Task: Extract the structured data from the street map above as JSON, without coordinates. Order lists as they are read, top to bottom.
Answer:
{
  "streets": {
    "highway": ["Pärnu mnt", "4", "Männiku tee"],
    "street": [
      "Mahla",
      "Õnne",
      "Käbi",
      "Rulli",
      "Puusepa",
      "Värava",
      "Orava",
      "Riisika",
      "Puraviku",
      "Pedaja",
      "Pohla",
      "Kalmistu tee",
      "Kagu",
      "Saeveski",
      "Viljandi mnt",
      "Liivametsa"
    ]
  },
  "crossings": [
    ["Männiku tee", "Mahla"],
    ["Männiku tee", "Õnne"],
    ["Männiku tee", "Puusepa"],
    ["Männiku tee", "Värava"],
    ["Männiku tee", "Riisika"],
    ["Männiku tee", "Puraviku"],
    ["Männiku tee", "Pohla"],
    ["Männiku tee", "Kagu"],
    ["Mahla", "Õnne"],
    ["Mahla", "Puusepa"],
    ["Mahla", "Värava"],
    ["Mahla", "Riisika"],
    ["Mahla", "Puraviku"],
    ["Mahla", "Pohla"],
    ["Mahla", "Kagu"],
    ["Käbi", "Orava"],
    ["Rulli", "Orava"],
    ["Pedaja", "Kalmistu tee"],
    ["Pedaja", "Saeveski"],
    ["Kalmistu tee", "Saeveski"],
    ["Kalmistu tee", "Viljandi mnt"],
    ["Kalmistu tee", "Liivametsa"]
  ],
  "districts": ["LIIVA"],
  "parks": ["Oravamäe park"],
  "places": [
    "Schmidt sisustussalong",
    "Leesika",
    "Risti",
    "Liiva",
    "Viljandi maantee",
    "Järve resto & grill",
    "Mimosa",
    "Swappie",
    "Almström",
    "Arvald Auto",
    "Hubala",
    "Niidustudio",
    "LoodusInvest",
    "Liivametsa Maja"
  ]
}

---

### ABOUT THIS EXERCISE
The records above must be restated. Preserve every word.

### EXERCISE SOLUTION
Task: Extract the structured data from the street map above as JSON, without coordinates. Order lists as they are read, top to bottom.
Answer:
{
  "streets": {
    "highway": ["Pärnu mnt", "4", "Männiku tee"],
    "street": [
      "Mahla",
      "Õnne",
      "Käbi",
      "Rulli",
      "Puusepa",
      "Värava",
      "Orava",
      "Riisika",
      "Puraviku",
      "Pedaja",
      "Pohla",
      "Kalmistu tee",
      "Kagu",
      "Saeveski",
      "Viljandi mnt",
      "Liivametsa"
    ]
  },
  "crossings": [
    ["Männiku tee", "Mahla"],
    ["Männiku tee", "Õnne"],
    ["Männiku tee", "Puusepa"],
    ["Männiku tee", "Värava"],
    ["Männiku tee", "Riisika"],
    ["Männiku tee", "Puraviku"],
    ["Männiku tee", "Pohla"],
    ["Männiku tee", "Kagu"],
    ["Mahla", "Õnne"],
    ["Mahla", "Puusepa"],
    ["Mahla", "Värava"],
    ["Mahla", "Riisika"],
    ["Mahla", "Puraviku"],
    ["Mahla", "Pohla"],
    ["Mahla", "Kagu"],
    ["Käbi", "Orava"],
    ["Rulli", "Orava"],
    ["Pedaja", "Kalmistu tee"],
    ["Pedaja", "Saeveski"],
    ["Kalmistu tee", "Saeveski"],
    ["Kalmistu tee", "Viljandi mnt"],
    ["Kalmistu tee", "Liivametsa"]
  ],
  "districts": ["LIIVA"],
  "parks": ["Oravamäe park"],
  "places": [
    "Schmidt sisustussalong",
    "Leesika",
    "Risti",
    "Liiva",
    "Viljandi maantee",
    "Järve resto & grill",
    "Mimosa",
    "Swappie",
    "Almström",
    "Arvald Auto",
    "Hubala",
    "Niidustudio",
    "LoodusInvest",
    "Liivametsa Maja"
  ]
}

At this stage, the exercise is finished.